Data for analysis:

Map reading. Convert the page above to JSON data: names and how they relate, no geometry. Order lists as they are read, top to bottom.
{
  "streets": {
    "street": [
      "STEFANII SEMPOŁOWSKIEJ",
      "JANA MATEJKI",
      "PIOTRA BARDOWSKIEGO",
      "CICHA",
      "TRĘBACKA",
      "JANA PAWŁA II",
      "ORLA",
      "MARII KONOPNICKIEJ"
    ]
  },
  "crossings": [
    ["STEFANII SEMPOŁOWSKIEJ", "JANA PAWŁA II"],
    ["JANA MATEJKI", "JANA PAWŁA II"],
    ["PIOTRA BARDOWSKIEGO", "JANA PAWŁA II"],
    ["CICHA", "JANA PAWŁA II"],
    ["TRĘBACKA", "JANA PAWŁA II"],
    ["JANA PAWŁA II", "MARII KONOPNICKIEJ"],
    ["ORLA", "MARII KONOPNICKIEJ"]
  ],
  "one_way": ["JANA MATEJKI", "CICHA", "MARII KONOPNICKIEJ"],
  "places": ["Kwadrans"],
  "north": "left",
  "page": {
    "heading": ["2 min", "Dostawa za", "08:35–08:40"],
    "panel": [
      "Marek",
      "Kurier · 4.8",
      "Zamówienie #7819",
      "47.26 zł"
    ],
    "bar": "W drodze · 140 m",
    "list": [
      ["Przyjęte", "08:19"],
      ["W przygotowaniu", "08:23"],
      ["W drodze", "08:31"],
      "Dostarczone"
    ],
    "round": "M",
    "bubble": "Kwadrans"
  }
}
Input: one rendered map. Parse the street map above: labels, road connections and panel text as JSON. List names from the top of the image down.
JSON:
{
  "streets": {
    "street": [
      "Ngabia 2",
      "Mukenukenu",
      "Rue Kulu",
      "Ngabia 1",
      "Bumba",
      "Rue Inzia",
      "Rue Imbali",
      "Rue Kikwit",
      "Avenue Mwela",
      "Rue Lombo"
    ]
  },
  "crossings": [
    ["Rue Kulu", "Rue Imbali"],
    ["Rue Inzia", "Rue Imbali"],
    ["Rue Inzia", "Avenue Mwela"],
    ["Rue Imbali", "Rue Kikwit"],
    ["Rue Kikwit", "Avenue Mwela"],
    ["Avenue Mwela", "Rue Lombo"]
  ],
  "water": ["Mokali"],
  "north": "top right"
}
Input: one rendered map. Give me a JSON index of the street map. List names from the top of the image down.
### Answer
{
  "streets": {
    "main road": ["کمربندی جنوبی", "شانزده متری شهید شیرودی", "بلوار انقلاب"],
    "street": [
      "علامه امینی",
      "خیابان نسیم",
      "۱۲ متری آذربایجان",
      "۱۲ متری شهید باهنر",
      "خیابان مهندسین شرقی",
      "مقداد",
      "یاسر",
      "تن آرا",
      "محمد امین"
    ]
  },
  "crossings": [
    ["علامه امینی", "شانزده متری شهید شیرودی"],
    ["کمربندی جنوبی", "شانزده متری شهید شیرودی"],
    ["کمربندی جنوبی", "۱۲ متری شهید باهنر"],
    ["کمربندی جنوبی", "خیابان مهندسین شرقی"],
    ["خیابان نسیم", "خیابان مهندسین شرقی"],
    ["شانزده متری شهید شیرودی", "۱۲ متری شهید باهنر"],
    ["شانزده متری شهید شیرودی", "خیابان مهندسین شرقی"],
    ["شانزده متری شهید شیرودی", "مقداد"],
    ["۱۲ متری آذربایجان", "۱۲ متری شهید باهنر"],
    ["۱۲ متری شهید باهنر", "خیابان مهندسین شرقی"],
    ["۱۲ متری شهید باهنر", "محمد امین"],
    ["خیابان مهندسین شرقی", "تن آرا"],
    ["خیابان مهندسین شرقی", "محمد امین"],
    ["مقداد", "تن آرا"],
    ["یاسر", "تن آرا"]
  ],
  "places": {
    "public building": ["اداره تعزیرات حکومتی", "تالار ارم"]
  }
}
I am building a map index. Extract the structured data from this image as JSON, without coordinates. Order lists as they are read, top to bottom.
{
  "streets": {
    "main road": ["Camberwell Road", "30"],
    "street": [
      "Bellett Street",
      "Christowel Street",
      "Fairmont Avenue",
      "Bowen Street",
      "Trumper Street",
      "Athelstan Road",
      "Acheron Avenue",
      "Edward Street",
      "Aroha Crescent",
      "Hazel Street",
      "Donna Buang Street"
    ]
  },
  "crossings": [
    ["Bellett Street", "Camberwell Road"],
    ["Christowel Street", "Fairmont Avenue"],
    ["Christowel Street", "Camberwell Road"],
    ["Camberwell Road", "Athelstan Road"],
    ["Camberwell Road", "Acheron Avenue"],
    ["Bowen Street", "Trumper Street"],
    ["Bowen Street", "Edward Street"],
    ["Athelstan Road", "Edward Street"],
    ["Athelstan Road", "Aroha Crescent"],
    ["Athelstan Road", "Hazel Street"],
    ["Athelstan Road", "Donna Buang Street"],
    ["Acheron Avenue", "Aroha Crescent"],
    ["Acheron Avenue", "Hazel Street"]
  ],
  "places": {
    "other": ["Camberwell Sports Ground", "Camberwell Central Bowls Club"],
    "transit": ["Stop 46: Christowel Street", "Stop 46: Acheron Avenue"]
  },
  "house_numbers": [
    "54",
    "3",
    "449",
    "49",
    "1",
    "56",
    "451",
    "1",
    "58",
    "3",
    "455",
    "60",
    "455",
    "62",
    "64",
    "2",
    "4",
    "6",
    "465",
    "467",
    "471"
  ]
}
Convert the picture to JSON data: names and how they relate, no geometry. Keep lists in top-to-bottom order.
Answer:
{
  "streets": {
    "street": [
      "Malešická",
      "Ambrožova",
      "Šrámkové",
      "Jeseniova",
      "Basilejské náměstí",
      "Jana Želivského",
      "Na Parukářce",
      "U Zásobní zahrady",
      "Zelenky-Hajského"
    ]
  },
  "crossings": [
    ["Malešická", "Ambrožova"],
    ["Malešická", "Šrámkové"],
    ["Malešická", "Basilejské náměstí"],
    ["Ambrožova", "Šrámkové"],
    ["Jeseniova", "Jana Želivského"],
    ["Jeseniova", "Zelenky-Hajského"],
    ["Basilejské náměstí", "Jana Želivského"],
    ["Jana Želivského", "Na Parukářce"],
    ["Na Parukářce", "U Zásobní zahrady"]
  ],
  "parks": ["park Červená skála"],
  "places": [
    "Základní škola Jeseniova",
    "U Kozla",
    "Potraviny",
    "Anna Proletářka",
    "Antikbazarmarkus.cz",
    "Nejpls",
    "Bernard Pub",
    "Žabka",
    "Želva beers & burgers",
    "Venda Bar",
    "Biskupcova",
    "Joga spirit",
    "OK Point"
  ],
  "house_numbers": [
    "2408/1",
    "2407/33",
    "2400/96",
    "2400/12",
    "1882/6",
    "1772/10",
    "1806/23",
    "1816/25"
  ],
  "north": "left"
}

Brief: Each line above needs to be written out again exactly.

Task output:
Map reading. Convert the page above to JSON data: names and how they relate, no geometry. Order lists as they are read, top to bottom.
{
  "streets": {
    "street": [
      "STEFANII SEMPOŁOWSKIEJ",
      "JANA MATEJKI",
      "PIOTRA BARDOWSKIEGO",
      "CICHA",
      "TRĘBACKA",
      "JANA PAWŁA II",
      "ORLA",
      "MARII KONOPNICKIEJ"
    ]
  },
  "crossings": [
    ["STEFANII SEMPOŁOWSKIEJ", "JANA PAWŁA II"],
    ["JANA MATEJKI", "JANA PAWŁA II"],
    ["PIOTRA BARDOWSKIEGO", "JANA PAWŁA II"],
    ["CICHA", "JANA PAWŁA II"],
    ["TRĘBACKA", "JANA PAWŁA II"],
    ["JANA PAWŁA II", "MARII KONOPNICKIEJ"],
    ["ORLA", "MARII KONOPNICKIEJ"]
  ],
  "one_way": ["JANA MATEJKI", "CICHA", "MARII KONOPNICKIEJ"],
  "places": ["Kwadrans"],
  "north": "left",
  "page": {
    "heading": ["2 min", "Dostawa za", "08:35–08:40"],
    "panel": [
      "Marek",
      "Kurier · 4.8",
      "Zamówienie #7819",
      "47.26 zł"
    ],
    "bar": "W drodze · 140 m",
    "list": [
      ["Przyjęte", "08:19"],
      ["W przygotowaniu", "08:23"],
      ["W drodze", "08:31"],
      "Dostarczone"
    ],
    "round": "M",
    "bubble": "Kwadrans"
  }
}
Input: one rendered map. Parse the street map above: labels, road connections and panel text as JSON. List names from the top of the image down.
JSON:
{
  "streets": {
    "street": [
      "Ngabia 2",
      "Mukenukenu",
      "Rue Kulu",
      "Ngabia 1",
      "Bumba",
      "Rue Inzia",
      "Rue Imbali",
      "Rue Kikwit",
      "Avenue Mwela",
      "Rue Lombo"
    ]
  },
  "crossings": [
    ["Rue Kulu", "Rue Imbali"],
    ["Rue Inzia", "Rue Imbali"],
    ["Rue Inzia", "Avenue Mwela"],
    ["Rue Imbali", "Rue Kikwit"],
    ["Rue Kikwit", "Avenue Mwela"],
    ["Avenue Mwela", "Rue Lombo"]
  ],
  "water": ["Mokali"],
  "north": "top right"
}
Input: one rendered map. Give me a JSON index of the street map. List names from the top of the image down.
### Answer
{
  "streets": {
    "main road": ["کمربندی جنوبی", "شانزده متری شهید شیرودی", "بلوار انقلاب"],
    "street": [
      "علامه امینی",
      "خیابان نسیم",
      "۱۲ متری آذربایجان",
      "۱۲ متری شهید باهنر",
      "خیابان مهندسین شرقی",
      "مقداد",
      "یاسر",
      "تن آرا",
      "محمد امین"
    ]
  },
  "crossings": [
    ["علامه امینی", "شانزده متری شهید شیرودی"],
    ["کمربندی جنوبی", "شانزده متری شهید شیرودی"],
    ["کمربندی جنوبی", "۱۲ متری شهید باهنر"],
    ["کمربندی جنوبی", "خیابان مهندسین شرقی"],
    ["خیابان نسیم", "خیابان مهندسین شرقی"],
    ["شانزده متری شهید شیرودی", "۱۲ متری شهید باهنر"],
    ["شانزده متری شهید شیرودی", "خیابان مهندسین شرقی"],
    ["شانزده متری شهید شیرودی", "مقداد"],
    ["۱۲ متری آذربایجان", "۱۲ متری شهید باهنر"],
    ["۱۲ متری شهید باهنر", "خیابان مهندسین شرقی"],
    ["۱۲ متری شهید باهنر", "محمد امین"],
    ["خیابان مهندسین شرقی", "تن آرا"],
    ["خیابان مهندسین شرقی", "محمد امین"],
    ["مقداد", "تن آرا"],
    ["یاسر", "تن آرا"]
  ],
  "places": {
    "public building": ["اداره تعزیرات حکومتی", "تالار ارم"]
  }
}
I am building a map index. Extract the structured data from this image as JSON, without coordinates. Order lists as they are read, top to bottom.
{
  "streets": {
    "main road": ["Camberwell Road", "30"],
    "street": [
      "Bellett Street",
      "Christowel Street",
      "Fairmont Avenue",
      "Bowen Street",
      "Trumper Street",
      "Athelstan Road",
      "Acheron Avenue",
      "Edward Street",
      "Aroha Crescent",
      "Hazel Street",
      "Donna Buang Street"
    ]
  },
  "crossings": [
    ["Bellett Street", "Camberwell Road"],
    ["Christowel Street", "Fairmont Avenue"],
    ["Christowel Street", "Camberwell Road"],
    ["Camberwell Road", "Athelstan Road"],
    ["Camberwell Road", "Acheron Avenue"],
    ["Bowen Street", "Trumper Street"],
    ["Bowen Street", "Edward Street"],
    ["Athelstan Road", "Edward Street"],
    ["Athelstan Road", "Aroha Crescent"],
    ["Athelstan Road", "Hazel Street"],
    ["Athelstan Road", "Donna Buang Street"],
    ["Acheron Avenue", "Aroha Crescent"],
    ["Acheron Avenue", "Hazel Street"]
  ],
  "places": {
    "other": ["Camberwell Sports Ground", "Camberwell Central Bowls Club"],
    "transit": ["Stop 46: Christowel Street", "Stop 46: Acheron Avenue"]
  },
  "house_numbers": [
    "54",
    "3",
    "449",
    "49",
    "1",
    "56",
    "451",
    "1",
    "58",
    "3",
    "455",
    "60",
    "455",
    "62",
    "64",
    "2",
    "4",
    "6",
    "465",
    "467",
    "471"
  ]
}
Convert the picture to JSON data: names and how they relate, no geometry. Keep lists in top-to-bottom order.
Answer:
{
  "streets": {
    "street": [
      "Malešická",
      "Ambrožova",
      "Šrámkové",
      "Jeseniova",
      "Basilejské náměstí",
      "Jana Želivského",
      "Na Parukářce",
      "U Zásobní zahrady",
      "Zelenky-Hajského"
    ]
  },
  "crossings": [
    ["Malešická", "Ambrožova"],
    ["Malešická", "Šrámkové"],
    ["Malešická", "Basilejské náměstí"],
    ["Ambrožova", "Šrámkové"],
    ["Jeseniova", "Jana Želivského"],
    ["Jeseniova", "Zelenky-Hajského"],
    ["Basilejské náměstí", "Jana Želivského"],
    ["Jana Želivského", "Na Parukářce"],
    ["Na Parukářce", "U Zásobní zahrady"]
  ],
  "parks": ["park Červená skála"],
  "places": [
    "Základní škola Jeseniova",
    "U Kozla",
    "Potraviny",
    "Anna Proletářka",
    "Antikbazarmarkus.cz",
    "Nejpls",
    "Bernard Pub",
    "Žabka",
    "Želva beers & burgers",
    "Venda Bar",
    "Biskupcova",
    "Joga spirit",
    "OK Point"
  ],
  "house_numbers": [
    "2408/1",
    "2407/33",
    "2400/96",
    "2400/12",
    "1882/6",
    "1772/10",
    "1806/23",
    "1816/25"
  ],
  "north": "left"
}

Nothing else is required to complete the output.